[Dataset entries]
· · · · · · ·

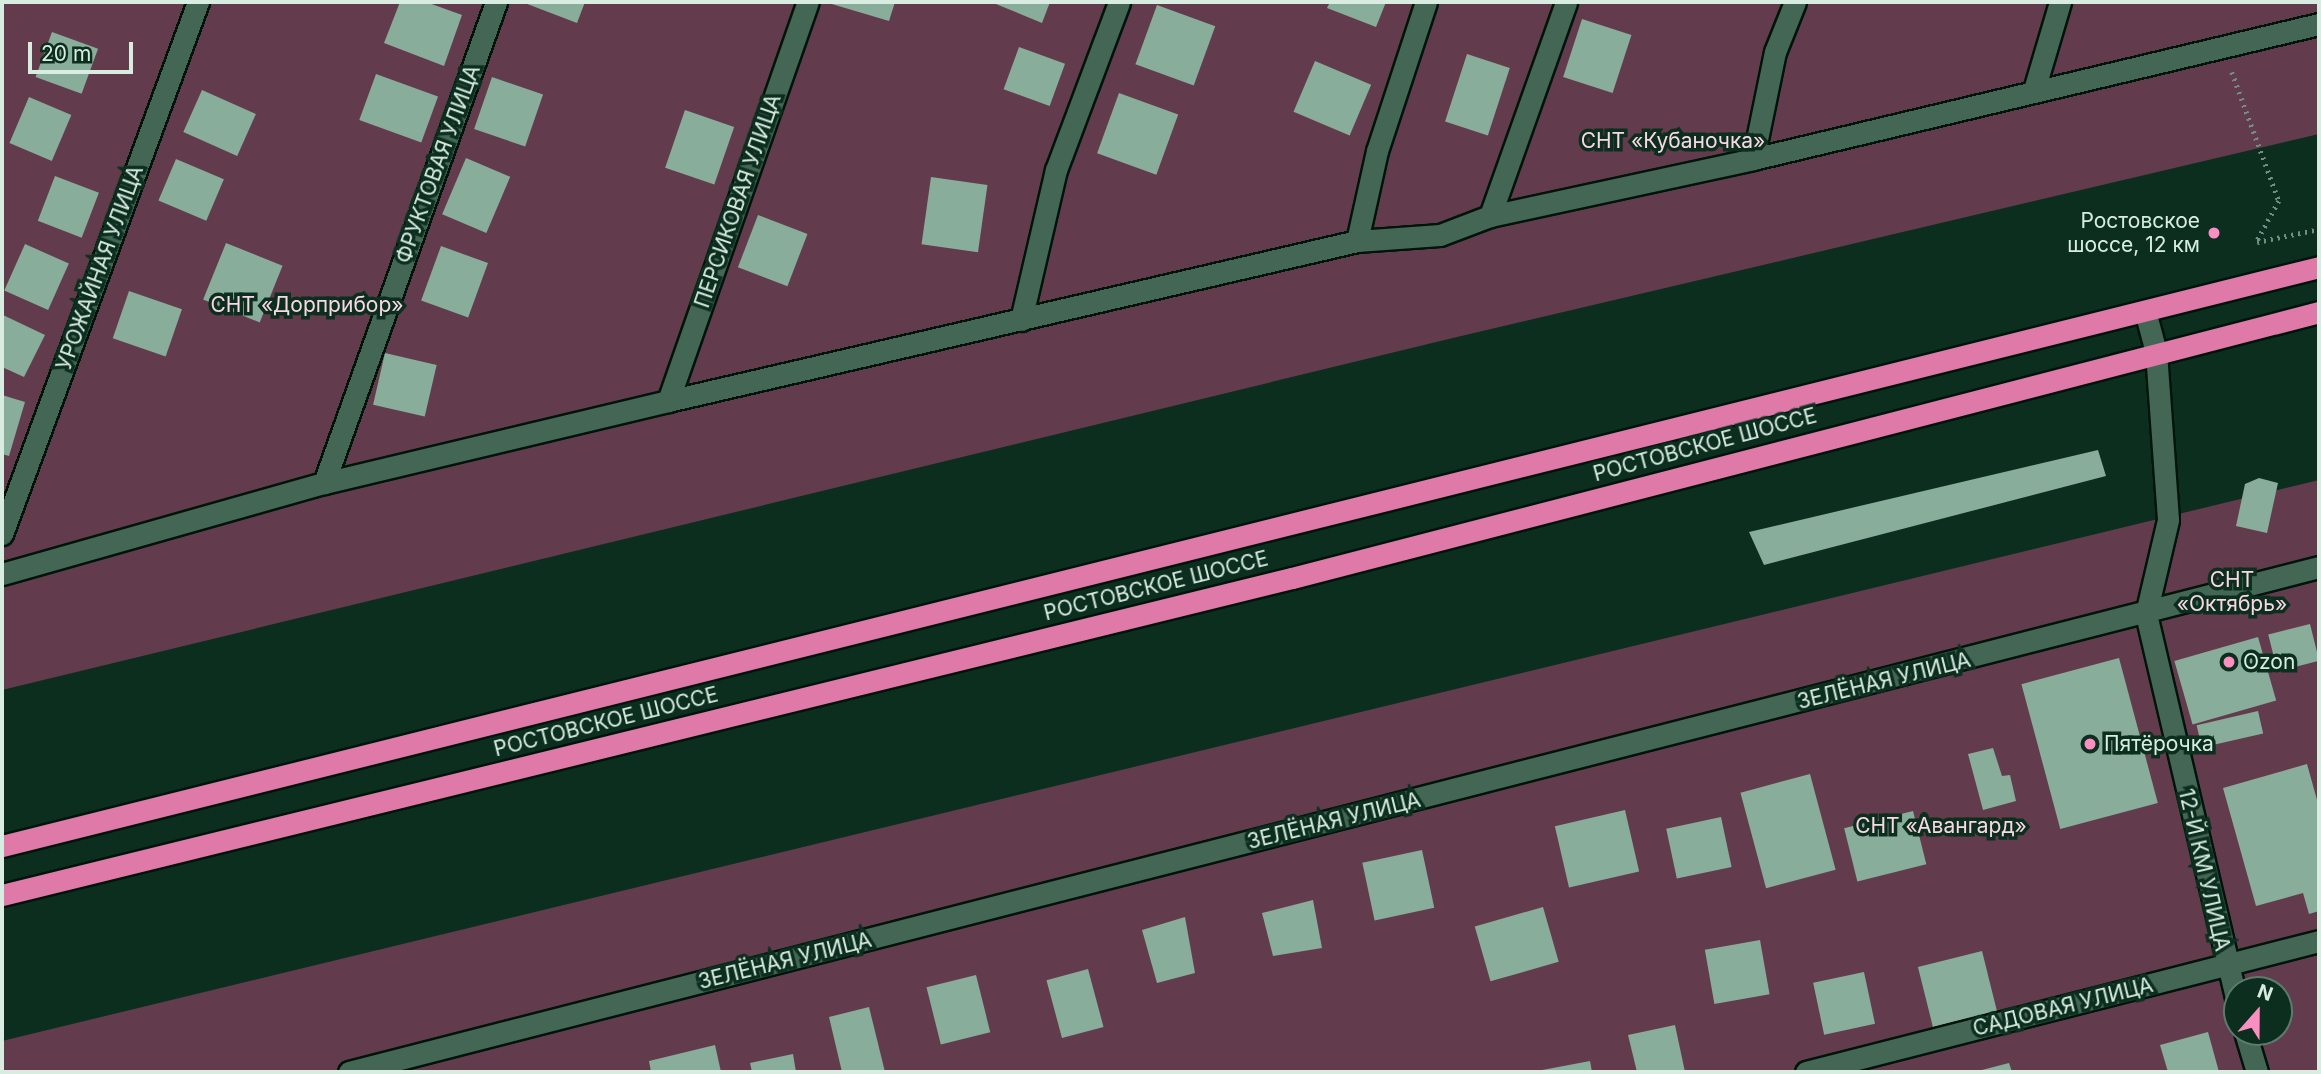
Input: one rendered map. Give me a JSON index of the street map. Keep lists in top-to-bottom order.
{
  "streets": {
    "highway": ["РОСТОВСКОЕ ШОССЕ"],
    "street": [
      "ФРУКТОВАЯ УЛИЦА",
      "ПЕРСИКОВАЯ УЛИЦА",
      "УРОЖАЙНАЯ УЛИЦА",
      "ЗЕЛЁНАЯ УЛИЦА",
      "12-Й КМ УЛИЦА",
      "САДОВАЯ УЛИЦА"
    ]
  },
  "crossings": [
    ["ЗЕЛЁНАЯ УЛИЦА", "12-Й КМ УЛИЦА"],
    ["12-Й КМ УЛИЦА", "САДОВАЯ УЛИЦА"]
  ],
  "parks": [
    "СНТ «Кубаночка»",
    "СНТ «Дорприбор»",
    "СНТ «Октябрь»",
    "СНТ «Авангард»"
  ],
  "places": ["Ростовское шоссе, 12 км", "Ozon", "Пятёрочка"],
  "scale_bar": "20 m",
  "north": "top"
}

· · · · · · ·

**WHAT IS REQUIRED**
The records above, minus their pictures, are to be returned verbatim.

**FINISHED TASK**
Input: one rendered map. Give me a JSON index of the street map. Keep lists in top-to-bottom order.
{
  "streets": {
    "highway": ["РОСТОВСКОЕ ШОССЕ"],
    "street": [
      "ФРУКТОВАЯ УЛИЦА",
      "ПЕРСИКОВАЯ УЛИЦА",
      "УРОЖАЙНАЯ УЛИЦА",
      "ЗЕЛЁНАЯ УЛИЦА",
      "12-Й КМ УЛИЦА",
      "САДОВАЯ УЛИЦА"
    ]
  },
  "crossings": [
    ["ЗЕЛЁНАЯ УЛИЦА", "12-Й КМ УЛИЦА"],
    ["12-Й КМ УЛИЦА", "САДОВАЯ УЛИЦА"]
  ],
  "parks": [
    "СНТ «Кубаночка»",
    "СНТ «Дорприбор»",
    "СНТ «Октябрь»",
    "СНТ «Авангард»"
  ],
  "places": ["Ростовское шоссе, 12 км", "Ozon", "Пятёрочка"],
  "scale_bar": "20 m",
  "north": "top"
}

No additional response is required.